**RECORDS SHOWN**
┄┄┄┄┄┄┄┄┄┄
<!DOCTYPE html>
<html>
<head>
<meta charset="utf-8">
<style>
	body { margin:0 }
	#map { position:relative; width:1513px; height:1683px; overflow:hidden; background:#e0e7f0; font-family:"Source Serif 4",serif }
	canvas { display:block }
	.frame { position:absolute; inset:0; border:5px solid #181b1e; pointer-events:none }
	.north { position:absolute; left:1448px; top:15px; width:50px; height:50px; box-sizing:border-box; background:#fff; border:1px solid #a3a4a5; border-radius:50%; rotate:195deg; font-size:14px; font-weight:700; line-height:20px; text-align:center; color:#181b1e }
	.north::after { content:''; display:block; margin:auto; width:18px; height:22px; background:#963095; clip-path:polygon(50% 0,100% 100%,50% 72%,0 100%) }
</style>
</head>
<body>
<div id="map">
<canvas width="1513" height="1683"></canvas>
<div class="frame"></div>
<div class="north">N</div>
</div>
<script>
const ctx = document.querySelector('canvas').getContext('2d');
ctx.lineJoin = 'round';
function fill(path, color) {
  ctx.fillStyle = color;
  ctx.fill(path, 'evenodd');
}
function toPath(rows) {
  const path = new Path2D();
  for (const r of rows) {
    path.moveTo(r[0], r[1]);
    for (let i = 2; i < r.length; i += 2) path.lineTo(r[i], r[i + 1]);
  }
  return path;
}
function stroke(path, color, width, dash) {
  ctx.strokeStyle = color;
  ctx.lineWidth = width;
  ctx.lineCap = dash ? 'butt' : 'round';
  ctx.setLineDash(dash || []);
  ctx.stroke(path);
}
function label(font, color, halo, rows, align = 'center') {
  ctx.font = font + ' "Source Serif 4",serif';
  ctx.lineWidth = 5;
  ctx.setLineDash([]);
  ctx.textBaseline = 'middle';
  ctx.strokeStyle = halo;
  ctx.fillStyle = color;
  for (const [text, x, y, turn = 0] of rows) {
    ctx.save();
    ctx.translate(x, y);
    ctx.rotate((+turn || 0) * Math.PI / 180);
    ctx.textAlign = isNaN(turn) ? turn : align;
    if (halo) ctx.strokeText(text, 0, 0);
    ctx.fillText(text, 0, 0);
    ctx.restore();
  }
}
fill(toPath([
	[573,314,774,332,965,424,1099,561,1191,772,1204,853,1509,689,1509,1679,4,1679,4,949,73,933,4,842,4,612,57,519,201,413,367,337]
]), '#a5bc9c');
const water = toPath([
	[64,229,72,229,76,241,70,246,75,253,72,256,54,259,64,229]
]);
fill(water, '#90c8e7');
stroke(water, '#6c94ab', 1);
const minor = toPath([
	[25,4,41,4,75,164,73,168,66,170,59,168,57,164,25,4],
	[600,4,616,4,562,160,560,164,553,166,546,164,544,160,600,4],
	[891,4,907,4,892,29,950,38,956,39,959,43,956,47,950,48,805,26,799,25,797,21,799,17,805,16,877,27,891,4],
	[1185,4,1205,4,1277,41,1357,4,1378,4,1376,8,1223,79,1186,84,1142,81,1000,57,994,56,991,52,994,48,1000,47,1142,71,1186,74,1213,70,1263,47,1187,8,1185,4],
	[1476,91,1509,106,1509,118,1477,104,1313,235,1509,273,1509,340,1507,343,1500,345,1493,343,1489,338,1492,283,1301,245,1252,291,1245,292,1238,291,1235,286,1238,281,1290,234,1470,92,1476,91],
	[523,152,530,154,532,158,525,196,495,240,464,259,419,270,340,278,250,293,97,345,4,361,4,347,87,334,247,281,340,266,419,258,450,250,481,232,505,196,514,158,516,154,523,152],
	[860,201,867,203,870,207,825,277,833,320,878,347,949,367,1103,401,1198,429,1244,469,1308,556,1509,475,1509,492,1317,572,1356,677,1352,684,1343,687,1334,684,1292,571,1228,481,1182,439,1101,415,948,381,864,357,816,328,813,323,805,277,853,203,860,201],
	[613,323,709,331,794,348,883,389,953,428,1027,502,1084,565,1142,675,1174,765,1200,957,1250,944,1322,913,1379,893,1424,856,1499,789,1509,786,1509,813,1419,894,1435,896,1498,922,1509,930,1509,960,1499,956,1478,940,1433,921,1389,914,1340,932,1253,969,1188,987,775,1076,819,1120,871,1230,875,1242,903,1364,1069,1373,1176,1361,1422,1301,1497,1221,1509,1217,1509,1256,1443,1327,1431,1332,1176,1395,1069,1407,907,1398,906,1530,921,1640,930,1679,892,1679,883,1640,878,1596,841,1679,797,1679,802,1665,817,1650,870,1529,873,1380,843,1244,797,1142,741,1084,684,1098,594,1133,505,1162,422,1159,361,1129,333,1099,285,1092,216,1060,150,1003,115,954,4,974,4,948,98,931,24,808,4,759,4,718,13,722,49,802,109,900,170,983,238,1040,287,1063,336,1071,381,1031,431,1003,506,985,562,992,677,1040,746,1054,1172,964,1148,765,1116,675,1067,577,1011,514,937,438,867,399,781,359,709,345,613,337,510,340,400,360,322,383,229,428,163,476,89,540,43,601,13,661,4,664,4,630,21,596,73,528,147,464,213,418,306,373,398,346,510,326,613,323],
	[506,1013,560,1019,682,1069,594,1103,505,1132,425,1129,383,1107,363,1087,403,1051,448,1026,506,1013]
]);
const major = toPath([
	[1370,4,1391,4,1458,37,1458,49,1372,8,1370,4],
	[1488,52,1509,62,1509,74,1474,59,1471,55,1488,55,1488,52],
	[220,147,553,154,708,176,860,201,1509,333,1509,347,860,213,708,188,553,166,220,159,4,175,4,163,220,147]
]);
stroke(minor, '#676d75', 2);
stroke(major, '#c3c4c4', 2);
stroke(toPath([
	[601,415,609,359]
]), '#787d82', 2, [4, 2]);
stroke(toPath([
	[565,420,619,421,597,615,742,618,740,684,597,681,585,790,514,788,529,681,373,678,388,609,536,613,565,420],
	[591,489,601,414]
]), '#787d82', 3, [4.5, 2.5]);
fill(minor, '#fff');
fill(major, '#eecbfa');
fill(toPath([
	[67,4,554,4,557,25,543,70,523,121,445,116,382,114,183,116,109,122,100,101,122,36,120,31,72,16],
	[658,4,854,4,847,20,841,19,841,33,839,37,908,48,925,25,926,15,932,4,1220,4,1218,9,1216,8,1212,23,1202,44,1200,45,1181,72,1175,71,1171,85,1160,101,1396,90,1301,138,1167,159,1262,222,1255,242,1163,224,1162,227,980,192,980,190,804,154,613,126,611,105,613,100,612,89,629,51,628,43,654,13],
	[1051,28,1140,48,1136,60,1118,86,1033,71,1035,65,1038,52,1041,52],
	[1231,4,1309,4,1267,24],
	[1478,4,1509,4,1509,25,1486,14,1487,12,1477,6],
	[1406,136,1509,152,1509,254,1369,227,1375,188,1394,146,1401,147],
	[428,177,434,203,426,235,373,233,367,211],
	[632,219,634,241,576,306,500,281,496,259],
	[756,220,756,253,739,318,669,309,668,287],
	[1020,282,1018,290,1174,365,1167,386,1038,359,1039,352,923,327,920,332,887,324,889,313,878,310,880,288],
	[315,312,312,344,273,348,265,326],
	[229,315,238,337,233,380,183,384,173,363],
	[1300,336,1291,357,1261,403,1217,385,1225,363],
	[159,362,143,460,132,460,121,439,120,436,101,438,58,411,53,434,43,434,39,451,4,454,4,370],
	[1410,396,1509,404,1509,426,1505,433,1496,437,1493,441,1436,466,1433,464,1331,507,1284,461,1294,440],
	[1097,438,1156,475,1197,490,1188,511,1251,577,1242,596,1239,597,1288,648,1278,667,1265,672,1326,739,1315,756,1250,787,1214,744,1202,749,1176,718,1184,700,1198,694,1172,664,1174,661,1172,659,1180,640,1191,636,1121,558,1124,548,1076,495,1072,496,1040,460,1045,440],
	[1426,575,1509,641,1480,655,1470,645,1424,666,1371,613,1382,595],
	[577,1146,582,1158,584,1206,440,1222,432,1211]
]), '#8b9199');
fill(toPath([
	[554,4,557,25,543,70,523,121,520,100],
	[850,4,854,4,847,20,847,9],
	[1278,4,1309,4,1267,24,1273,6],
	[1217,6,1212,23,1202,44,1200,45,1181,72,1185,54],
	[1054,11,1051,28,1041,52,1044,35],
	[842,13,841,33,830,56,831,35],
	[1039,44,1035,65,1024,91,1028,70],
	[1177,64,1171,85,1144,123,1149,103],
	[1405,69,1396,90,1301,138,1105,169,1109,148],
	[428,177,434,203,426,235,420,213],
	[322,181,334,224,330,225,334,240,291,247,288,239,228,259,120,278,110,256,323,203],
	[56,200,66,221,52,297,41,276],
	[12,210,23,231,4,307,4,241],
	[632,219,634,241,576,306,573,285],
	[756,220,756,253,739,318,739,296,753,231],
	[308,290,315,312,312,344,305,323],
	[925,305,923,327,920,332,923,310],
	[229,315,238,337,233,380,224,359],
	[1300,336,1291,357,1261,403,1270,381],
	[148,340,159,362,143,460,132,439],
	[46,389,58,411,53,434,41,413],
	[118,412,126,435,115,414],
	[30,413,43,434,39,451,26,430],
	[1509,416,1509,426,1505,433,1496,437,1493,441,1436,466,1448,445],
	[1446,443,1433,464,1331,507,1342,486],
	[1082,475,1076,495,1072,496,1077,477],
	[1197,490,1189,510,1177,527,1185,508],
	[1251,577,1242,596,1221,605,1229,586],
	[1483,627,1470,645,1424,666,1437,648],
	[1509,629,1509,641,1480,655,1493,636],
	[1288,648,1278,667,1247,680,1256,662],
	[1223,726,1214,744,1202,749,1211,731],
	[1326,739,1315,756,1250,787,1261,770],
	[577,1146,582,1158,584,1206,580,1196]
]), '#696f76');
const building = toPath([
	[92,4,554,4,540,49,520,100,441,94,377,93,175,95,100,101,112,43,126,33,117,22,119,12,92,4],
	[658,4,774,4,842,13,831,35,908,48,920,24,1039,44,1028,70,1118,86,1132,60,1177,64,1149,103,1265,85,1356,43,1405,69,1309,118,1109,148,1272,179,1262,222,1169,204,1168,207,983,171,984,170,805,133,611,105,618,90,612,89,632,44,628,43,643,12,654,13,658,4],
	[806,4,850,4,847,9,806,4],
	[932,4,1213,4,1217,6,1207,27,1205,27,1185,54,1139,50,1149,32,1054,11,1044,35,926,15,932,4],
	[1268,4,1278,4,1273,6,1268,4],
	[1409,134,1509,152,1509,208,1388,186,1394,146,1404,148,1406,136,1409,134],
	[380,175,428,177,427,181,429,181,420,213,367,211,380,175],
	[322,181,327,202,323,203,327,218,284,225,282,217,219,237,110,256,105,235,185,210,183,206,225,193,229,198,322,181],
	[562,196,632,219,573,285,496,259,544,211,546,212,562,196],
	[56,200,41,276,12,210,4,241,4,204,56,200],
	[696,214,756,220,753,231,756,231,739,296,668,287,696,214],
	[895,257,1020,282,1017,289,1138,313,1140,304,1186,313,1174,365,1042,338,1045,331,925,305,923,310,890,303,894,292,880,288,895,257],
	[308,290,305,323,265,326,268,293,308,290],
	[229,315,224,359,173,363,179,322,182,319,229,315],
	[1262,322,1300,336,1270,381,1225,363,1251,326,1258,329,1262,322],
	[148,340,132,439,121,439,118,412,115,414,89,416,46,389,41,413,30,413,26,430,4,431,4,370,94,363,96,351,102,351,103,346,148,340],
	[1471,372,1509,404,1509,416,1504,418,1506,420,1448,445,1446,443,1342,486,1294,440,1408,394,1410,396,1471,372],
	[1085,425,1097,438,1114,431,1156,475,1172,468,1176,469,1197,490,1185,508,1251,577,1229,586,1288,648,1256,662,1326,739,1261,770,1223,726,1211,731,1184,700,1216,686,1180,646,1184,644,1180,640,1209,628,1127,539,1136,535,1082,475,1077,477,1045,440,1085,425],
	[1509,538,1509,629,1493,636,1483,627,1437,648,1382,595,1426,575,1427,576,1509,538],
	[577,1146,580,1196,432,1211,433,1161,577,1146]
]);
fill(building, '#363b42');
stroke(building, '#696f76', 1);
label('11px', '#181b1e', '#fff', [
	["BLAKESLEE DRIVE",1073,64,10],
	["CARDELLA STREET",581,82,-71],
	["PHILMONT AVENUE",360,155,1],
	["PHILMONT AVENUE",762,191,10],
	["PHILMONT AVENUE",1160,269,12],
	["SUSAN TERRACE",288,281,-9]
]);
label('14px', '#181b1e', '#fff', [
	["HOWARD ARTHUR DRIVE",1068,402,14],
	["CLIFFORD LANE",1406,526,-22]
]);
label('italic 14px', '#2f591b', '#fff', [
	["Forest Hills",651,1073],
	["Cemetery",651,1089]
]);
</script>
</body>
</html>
┄┄┄┄┄┄┄┄┄┄
**WORK INSTRUCTION**
All that belongs in the answer is the lines from the start of the entries above through the line containing "ctx.translate(x, y);", each given exactly.

**EXPECTED ANSWER**
<!DOCTYPE html>
<html>
<head>
<meta charset="utf-8">
<style>
	body { margin:0 }
	#map { position:relative; width:1513px; height:1683px; overflow:hidden; background:#e0e7f0; font-family:"Source Serif 4",serif }
	canvas { display:block }
	.frame { position:absolute; inset:0; border:5px solid #181b1e; pointer-events:none }
	.north { position:absolute; left:1448px; top:15px; width:50px; height:50px; box-sizing:border-box; background:#fff; border:1px solid #a3a4a5; border-radius:50%; rotate:195deg; font-size:14px; font-weight:700; line-height:20px; text-align:center; color:#181b1e }
	.north::after { content:''; display:block; margin:auto; width:18px; height:22px; background:#963095; clip-path:polygon(50% 0,100% 100%,50% 72%,0 100%) }
</style>
</head>
<body>
<div id="map">
<canvas width="1513" height="1683"></canvas>
<div class="frame"></div>
<div class="north">N</div>
</div>
<script>
const ctx = document.querySelector('canvas').getContext('2d');
ctx.lineJoin = 'round';
function fill(path, color) {
  ctx.fillStyle = color;
  ctx.fill(path, 'evenodd');
}
function toPath(rows) {
  const path = new Path2D();
  for (const r of rows) {
    path.moveTo(r[0], r[1]);
    for (let i = 2; i < r.length; i += 2) path.lineTo(r[i], r[i + 1]);
  }
  return path;
}
function stroke(path, color, width, dash) {
  ctx.strokeStyle = color;
  ctx.lineWidth = width;
  ctx.lineCap = dash ? 'butt' : 'round';
  ctx.setLineDash(dash || []);
  ctx.stroke(path);
}
function label(font, color, halo, rows, align = 'center') {
  ctx.font = font + ' "Source Serif 4",serif';
  ctx.lineWidth = 5;
  ctx.setLineDash([]);
  ctx.textBaseline = 'middle';
  ctx.strokeStyle = halo;
  ctx.fillStyle = color;
  for (const [text, x, y, turn = 0] of rows) {
    ctx.save();
    ctx.translate(x, y);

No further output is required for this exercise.